Life is short, and jobs exist elsewhere. If this one makes you unhappy, change
it. If you have a family to support, you obviously have less flexibility, and
will probably need to line something up before leaving the current position.

Of course, you may be too inexperienced to recognize the wisdom of some of
managements actions and decisions (and we can only see your side of it from
where we sit, so maybe we're missing that wisdom as well). Your application
may be a small piece of a very large puzzle, and the cost of making other
pieces fit what you're developing is far too high and the benefit too low.
Humans often consider the things they are familiar with to be far more
important in the grand scheme of things than the community as a whole does.
Where you see huge glaring problems, management may see something that
negatively affects only 5% of their users only once per month, while making
the sweeping changes required to implement your vision could potentially
effect all users 100% of the time.

Again, I dunno. I can only see what you've shown us of the picture.

As for this:

 _I also have an annoying passive-aggressive attitude, and because I care
about the project more than I care about my job, I think I became the whiner,
the bad apple of our project. I hate myself for this, but the morale of the
team is really low, and I'm not alone in thinking that every possible bad
decision ever was already made, although the others cope with it better.

Of course, I was blamed for affecting the team's morale, since I was so
straightforward and sincere about it. I do admit that sometimes my words are
not "politicaly correct", but this project is like my child. And since
feelings are involved it is really hard to be "politically correct" and say
things in a "nice way"._

This is a serious flaw on your side of the equation.

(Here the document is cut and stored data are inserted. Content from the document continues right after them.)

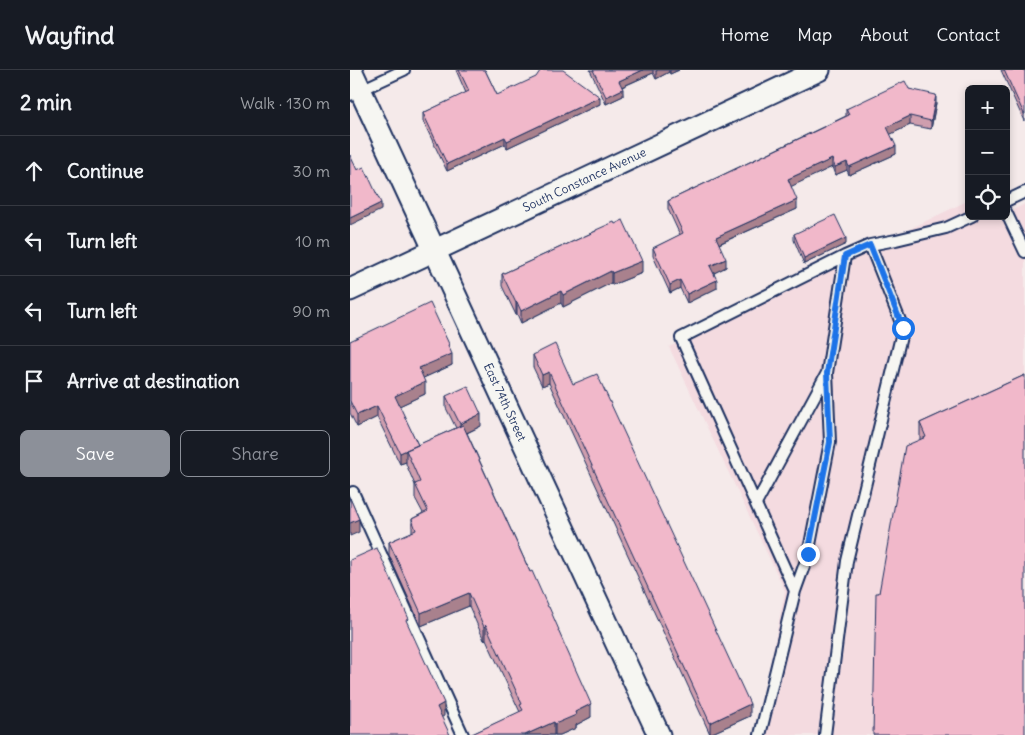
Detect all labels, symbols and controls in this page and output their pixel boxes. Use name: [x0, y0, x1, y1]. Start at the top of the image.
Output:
text: Wayfind: [25, 20, 114, 50]
text: Home: [721, 23, 769, 46]
text: Map: [797, 23, 832, 46]
text: About: [860, 23, 908, 46]
text: Contact: [936, 23, 1000, 46]
map controls: [965, 85, 1010, 220]
button: +: [965, 85, 1010, 130]
text: 2 min: [20, 89, 72, 116]
text: Walk · 130 m: [240, 93, 330, 113]
button: −: [965, 130, 1010, 175]
street label: South Constance Avenue: [520, 144, 648, 215]
icon: ahead: [20, 157, 48, 185]
text: Continue: [67, 159, 144, 183]
text: 30 m: [293, 161, 330, 181]
button: locate: [965, 175, 1010, 220]
icon: left: [20, 227, 48, 255]
text: Turn left: [67, 229, 137, 253]
text: 10 m: [295, 231, 330, 251]
icon: left: [20, 297, 48, 325]
text: Turn left: [67, 299, 137, 323]
text: 90 m: [292, 301, 330, 321]
route start: [892, 317, 915, 340]
street label: East 74th Street: [481, 360, 530, 443]
icon: arrive: [20, 367, 48, 395]
text: Arrive at destination: [67, 369, 240, 393]
button: Save: [20, 430, 170, 477]
button: Share: [180, 430, 330, 477]
route end: [797, 543, 820, 566]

The words "nice way"
should not be in quotes...and since you've put them in quotes, you make it
clear you hold them in the same disdain you hold "politically correct" (which
most folks do have a bit of scorn for, these days). But, basic civility in the
workplace is something that isn't optional.

Work on it. You cannot change things in your current state. Victims don't make
things better for anyone, including themselves...and though the situation may
not be your fault, if you want it to get better you'll have to take some
responsibility for making it better. Which could mean accepting that this is
not the company for you and moving on to another (maybe starting your own,
since we're on a startup-focused forum, and most of us think starting a
company is the only way for us to keep our sanity).

I've known several folks who quit their corporate job, and yet continued to
work on the same project as a contractor...making four times the money for the
same job, and able to come and go as they pleased. But, this requires
circumstances that probably don't match yours (project is vital to company,
employee is vital to project at least for the short term, and everybody still
likes employee when he announces his intention to leave--and he is able to
make a strong case that he's doing them a favor by staying on as a part-time
contractor for a few months while they transition in new people for the
project), and if you've given yourself a reputation for being difficult to
work with, you'll probably find they're not so eager to have you back.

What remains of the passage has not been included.